EXERCISE AIM: Your reply should consist of one number: how many lines below contain "lane".

EXERCISE MATERIAL:
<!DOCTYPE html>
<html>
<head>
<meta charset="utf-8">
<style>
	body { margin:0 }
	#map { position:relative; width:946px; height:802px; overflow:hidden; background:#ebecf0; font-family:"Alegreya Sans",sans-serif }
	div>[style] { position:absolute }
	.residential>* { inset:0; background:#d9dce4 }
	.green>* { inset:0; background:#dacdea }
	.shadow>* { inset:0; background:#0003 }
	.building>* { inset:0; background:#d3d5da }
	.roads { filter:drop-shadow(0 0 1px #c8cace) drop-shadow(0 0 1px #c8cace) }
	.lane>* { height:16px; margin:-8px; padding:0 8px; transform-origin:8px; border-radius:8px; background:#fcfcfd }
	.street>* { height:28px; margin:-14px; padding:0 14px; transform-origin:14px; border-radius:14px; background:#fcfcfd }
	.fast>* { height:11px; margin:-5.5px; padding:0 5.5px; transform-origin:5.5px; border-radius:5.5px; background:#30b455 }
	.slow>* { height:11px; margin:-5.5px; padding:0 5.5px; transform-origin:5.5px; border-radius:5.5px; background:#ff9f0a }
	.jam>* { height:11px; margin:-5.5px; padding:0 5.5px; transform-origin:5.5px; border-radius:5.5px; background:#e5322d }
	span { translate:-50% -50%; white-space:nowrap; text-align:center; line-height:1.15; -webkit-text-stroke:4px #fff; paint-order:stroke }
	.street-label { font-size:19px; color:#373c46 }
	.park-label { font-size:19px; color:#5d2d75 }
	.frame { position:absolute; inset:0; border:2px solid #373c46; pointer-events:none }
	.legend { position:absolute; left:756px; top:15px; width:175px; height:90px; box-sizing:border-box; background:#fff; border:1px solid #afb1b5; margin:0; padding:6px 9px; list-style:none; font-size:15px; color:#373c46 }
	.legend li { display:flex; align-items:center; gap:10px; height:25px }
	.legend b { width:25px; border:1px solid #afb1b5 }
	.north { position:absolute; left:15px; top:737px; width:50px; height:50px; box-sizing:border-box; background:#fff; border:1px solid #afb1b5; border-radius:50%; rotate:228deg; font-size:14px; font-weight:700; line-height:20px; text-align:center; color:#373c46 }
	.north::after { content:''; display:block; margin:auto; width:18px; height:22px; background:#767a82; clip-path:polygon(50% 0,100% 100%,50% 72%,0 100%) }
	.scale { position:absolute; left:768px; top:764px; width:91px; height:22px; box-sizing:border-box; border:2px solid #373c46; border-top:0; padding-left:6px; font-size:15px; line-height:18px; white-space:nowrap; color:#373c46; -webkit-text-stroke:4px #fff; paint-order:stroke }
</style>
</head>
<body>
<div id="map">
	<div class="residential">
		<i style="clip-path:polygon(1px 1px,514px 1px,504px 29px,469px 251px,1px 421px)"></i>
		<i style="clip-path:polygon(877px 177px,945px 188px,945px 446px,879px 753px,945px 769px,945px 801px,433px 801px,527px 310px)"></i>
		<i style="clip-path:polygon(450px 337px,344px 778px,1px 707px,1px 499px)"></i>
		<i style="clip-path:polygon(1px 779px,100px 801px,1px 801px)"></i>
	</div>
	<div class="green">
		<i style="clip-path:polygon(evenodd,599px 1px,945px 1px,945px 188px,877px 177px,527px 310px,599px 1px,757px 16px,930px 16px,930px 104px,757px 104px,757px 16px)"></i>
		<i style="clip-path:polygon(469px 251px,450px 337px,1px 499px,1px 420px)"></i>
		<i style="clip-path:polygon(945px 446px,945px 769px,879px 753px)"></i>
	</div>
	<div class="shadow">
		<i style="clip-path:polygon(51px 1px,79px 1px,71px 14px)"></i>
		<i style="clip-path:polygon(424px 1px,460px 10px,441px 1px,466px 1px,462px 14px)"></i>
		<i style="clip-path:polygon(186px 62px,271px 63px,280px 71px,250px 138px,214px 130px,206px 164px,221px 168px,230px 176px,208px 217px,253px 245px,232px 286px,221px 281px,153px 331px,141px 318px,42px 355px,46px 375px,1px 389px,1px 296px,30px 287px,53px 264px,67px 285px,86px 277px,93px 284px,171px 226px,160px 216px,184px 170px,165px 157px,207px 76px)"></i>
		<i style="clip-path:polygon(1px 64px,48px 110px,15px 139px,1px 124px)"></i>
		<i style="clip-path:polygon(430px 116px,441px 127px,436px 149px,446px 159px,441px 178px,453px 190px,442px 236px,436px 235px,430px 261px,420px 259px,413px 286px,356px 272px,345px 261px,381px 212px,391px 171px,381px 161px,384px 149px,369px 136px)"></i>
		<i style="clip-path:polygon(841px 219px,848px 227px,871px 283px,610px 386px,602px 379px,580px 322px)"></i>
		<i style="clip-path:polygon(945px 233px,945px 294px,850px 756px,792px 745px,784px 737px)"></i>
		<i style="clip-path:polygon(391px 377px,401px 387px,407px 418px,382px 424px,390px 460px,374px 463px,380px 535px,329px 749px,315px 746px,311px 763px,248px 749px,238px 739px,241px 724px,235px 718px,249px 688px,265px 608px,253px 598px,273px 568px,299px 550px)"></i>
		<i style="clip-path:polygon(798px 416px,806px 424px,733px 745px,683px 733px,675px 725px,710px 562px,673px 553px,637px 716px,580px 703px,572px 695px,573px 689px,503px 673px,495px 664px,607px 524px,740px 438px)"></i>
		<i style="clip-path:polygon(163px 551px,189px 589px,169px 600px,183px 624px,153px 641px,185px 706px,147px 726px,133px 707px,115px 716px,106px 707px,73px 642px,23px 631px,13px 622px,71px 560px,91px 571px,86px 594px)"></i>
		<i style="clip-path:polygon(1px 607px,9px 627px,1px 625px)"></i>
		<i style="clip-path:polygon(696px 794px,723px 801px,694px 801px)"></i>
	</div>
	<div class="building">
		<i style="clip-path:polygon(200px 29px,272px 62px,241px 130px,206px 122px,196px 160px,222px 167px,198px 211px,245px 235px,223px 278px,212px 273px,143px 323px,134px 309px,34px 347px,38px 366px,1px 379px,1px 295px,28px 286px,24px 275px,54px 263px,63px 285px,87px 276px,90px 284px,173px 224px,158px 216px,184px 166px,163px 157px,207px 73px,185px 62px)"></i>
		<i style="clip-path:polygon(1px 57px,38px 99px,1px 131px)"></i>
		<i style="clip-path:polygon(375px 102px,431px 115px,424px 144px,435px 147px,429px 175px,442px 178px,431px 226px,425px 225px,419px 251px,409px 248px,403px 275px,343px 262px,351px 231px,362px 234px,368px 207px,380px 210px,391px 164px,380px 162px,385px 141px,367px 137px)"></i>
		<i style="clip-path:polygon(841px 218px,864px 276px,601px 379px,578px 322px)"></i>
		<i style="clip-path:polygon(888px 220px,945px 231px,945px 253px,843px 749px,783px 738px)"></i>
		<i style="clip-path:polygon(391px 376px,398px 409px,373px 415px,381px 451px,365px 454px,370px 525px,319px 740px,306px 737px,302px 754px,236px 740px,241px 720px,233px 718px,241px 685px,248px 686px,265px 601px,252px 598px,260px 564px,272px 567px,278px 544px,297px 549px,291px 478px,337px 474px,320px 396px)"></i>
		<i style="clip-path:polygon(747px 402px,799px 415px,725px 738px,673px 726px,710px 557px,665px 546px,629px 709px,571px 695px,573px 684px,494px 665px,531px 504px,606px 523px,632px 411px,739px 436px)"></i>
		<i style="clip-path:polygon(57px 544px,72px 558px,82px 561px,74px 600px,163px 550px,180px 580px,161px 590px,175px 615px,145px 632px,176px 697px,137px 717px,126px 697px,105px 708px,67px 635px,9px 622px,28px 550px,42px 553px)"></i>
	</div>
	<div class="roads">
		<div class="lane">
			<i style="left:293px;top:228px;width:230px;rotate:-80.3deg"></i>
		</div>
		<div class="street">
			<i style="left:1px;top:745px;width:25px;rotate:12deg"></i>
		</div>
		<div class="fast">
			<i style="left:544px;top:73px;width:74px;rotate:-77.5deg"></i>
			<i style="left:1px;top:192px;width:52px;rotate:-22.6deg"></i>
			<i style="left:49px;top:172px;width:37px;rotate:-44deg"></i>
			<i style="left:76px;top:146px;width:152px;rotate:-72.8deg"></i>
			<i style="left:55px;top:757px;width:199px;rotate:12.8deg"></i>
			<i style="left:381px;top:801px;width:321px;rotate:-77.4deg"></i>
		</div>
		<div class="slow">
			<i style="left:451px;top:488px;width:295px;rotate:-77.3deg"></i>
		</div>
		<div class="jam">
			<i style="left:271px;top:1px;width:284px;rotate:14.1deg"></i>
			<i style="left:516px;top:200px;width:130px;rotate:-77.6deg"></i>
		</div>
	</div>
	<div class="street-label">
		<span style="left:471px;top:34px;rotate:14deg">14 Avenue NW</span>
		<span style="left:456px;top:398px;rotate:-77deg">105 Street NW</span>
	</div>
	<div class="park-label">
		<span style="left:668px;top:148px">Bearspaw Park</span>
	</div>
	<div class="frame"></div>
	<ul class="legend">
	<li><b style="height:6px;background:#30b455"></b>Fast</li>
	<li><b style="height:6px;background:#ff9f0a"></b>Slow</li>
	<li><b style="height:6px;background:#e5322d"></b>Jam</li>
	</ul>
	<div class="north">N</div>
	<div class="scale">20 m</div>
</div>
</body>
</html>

RESULT OF THIS TASK: 2